> **ASSIGNED TASK**: Retype all of the data. Every line must match exactly.

Saved entries
>>>>>

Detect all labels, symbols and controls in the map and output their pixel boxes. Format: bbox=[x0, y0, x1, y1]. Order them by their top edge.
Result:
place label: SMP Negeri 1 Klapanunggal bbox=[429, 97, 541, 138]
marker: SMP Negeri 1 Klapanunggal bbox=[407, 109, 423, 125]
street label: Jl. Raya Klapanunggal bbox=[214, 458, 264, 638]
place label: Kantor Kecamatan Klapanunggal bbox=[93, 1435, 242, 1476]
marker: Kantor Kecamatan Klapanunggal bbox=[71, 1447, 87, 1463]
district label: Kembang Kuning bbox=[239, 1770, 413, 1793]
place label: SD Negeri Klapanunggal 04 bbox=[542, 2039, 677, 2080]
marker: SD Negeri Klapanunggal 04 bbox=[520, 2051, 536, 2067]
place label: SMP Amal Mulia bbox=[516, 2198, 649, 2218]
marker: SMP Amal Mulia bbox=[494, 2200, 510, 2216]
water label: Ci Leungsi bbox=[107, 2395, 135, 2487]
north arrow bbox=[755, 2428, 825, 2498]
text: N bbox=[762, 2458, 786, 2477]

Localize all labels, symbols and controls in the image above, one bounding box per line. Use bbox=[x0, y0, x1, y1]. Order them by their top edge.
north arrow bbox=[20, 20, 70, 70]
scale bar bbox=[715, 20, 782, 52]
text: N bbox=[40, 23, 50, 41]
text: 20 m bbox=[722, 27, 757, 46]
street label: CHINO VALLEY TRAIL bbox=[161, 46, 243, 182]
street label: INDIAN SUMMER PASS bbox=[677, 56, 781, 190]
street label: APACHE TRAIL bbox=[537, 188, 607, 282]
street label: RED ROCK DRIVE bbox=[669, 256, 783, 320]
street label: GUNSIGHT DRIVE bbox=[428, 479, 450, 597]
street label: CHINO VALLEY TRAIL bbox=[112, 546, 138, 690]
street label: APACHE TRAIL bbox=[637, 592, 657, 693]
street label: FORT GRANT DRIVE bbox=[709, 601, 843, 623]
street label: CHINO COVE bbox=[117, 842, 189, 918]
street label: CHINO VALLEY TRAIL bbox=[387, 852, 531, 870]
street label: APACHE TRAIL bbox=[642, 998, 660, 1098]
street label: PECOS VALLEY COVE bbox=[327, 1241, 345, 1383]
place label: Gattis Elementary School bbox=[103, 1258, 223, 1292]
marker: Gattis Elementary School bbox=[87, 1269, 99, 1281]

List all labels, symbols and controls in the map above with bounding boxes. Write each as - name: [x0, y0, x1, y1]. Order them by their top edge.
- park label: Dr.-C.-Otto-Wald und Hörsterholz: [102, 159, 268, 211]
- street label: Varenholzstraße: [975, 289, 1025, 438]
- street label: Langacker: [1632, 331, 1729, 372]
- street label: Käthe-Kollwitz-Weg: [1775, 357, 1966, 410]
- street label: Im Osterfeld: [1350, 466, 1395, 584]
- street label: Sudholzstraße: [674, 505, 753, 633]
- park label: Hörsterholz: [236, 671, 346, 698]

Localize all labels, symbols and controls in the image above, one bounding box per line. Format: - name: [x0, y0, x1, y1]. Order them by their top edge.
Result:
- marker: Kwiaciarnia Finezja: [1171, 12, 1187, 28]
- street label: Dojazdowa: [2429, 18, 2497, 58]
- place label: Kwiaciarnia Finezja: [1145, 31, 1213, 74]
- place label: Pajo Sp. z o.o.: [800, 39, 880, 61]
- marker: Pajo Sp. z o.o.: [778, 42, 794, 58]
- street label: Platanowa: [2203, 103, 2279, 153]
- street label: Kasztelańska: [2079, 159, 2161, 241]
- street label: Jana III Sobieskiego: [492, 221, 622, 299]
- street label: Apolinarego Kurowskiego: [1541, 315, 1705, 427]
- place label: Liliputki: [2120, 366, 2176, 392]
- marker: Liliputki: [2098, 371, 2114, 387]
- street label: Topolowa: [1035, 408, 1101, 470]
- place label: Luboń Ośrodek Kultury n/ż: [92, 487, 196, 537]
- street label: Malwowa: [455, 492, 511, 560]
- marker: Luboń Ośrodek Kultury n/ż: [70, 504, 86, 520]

<<<<<

> **TASK ANSWER**:
Detect all labels, symbols and controls in the map and output their pixel boxes. Format: bbox=[x0, y0, x1, y1]. Order them by their top edge.
Result:
place label: SMP Negeri 1 Klapanunggal bbox=[429, 97, 541, 138]
marker: SMP Negeri 1 Klapanunggal bbox=[407, 109, 423, 125]
street label: Jl. Raya Klapanunggal bbox=[214, 458, 264, 638]
place label: Kantor Kecamatan Klapanunggal bbox=[93, 1435, 242, 1476]
marker: Kantor Kecamatan Klapanunggal bbox=[71, 1447, 87, 1463]
district label: Kembang Kuning bbox=[239, 1770, 413, 1793]
place label: SD Negeri Klapanunggal 04 bbox=[542, 2039, 677, 2080]
marker: SD Negeri Klapanunggal 04 bbox=[520, 2051, 536, 2067]
place label: SMP Amal Mulia bbox=[516, 2198, 649, 2218]
marker: SMP Amal Mulia bbox=[494, 2200, 510, 2216]
water label: Ci Leungsi bbox=[107, 2395, 135, 2487]
north arrow bbox=[755, 2428, 825, 2498]
text: N bbox=[762, 2458, 786, 2477]

Localize all labels, symbols and controls in the image above, one bounding box per line. Use bbox=[x0, y0, x1, y1]. Order them by their top edge.
north arrow bbox=[20, 20, 70, 70]
scale bar bbox=[715, 20, 782, 52]
text: N bbox=[40, 23, 50, 41]
text: 20 m bbox=[722, 27, 757, 46]
street label: CHINO VALLEY TRAIL bbox=[161, 46, 243, 182]
street label: INDIAN SUMMER PASS bbox=[677, 56, 781, 190]
street label: APACHE TRAIL bbox=[537, 188, 607, 282]
street label: RED ROCK DRIVE bbox=[669, 256, 783, 320]
street label: GUNSIGHT DRIVE bbox=[428, 479, 450, 597]
street label: CHINO VALLEY TRAIL bbox=[112, 546, 138, 690]
street label: APACHE TRAIL bbox=[637, 592, 657, 693]
street label: FORT GRANT DRIVE bbox=[709, 601, 843, 623]
street label: CHINO COVE bbox=[117, 842, 189, 918]
street label: CHINO VALLEY TRAIL bbox=[387, 852, 531, 870]
street label: APACHE TRAIL bbox=[642, 998, 660, 1098]
street label: PECOS VALLEY COVE bbox=[327, 1241, 345, 1383]
place label: Gattis Elementary School bbox=[103, 1258, 223, 1292]
marker: Gattis Elementary School bbox=[87, 1269, 99, 1281]

List all labels, symbols and controls in the map above with bounding boxes. Write each as - name: [x0, y0, x1, y1]. Order them by their top edge.
- park label: Dr.-C.-Otto-Wald und Hörsterholz: [102, 159, 268, 211]
- street label: Varenholzstraße: [975, 289, 1025, 438]
- street label: Langacker: [1632, 331, 1729, 372]
- street label: Käthe-Kollwitz-Weg: [1775, 357, 1966, 410]
- street label: Im Osterfeld: [1350, 466, 1395, 584]
- street label: Sudholzstraße: [674, 505, 753, 633]
- park label: Hörsterholz: [236, 671, 346, 698]

Localize all labels, symbols and controls in the image above, one bounding box per line. Format: - name: [x0, y0, x1, y1]. Order them by their top edge.
Result:
- marker: Kwiaciarnia Finezja: [1171, 12, 1187, 28]
- street label: Dojazdowa: [2429, 18, 2497, 58]
- place label: Kwiaciarnia Finezja: [1145, 31, 1213, 74]
- place label: Pajo Sp. z o.o.: [800, 39, 880, 61]
- marker: Pajo Sp. z o.o.: [778, 42, 794, 58]
- street label: Platanowa: [2203, 103, 2279, 153]
- street label: Kasztelańska: [2079, 159, 2161, 241]
- street label: Jana III Sobieskiego: [492, 221, 622, 299]
- street label: Apolinarego Kurowskiego: [1541, 315, 1705, 427]
- place label: Liliputki: [2120, 366, 2176, 392]
- marker: Liliputki: [2098, 371, 2114, 387]
- street label: Topolowa: [1035, 408, 1101, 470]
- place label: Luboń Ośrodek Kultury n/ż: [92, 487, 196, 537]
- street label: Malwowa: [455, 492, 511, 560]
- marker: Luboń Ośrodek Kultury n/ż: [70, 504, 86, 520]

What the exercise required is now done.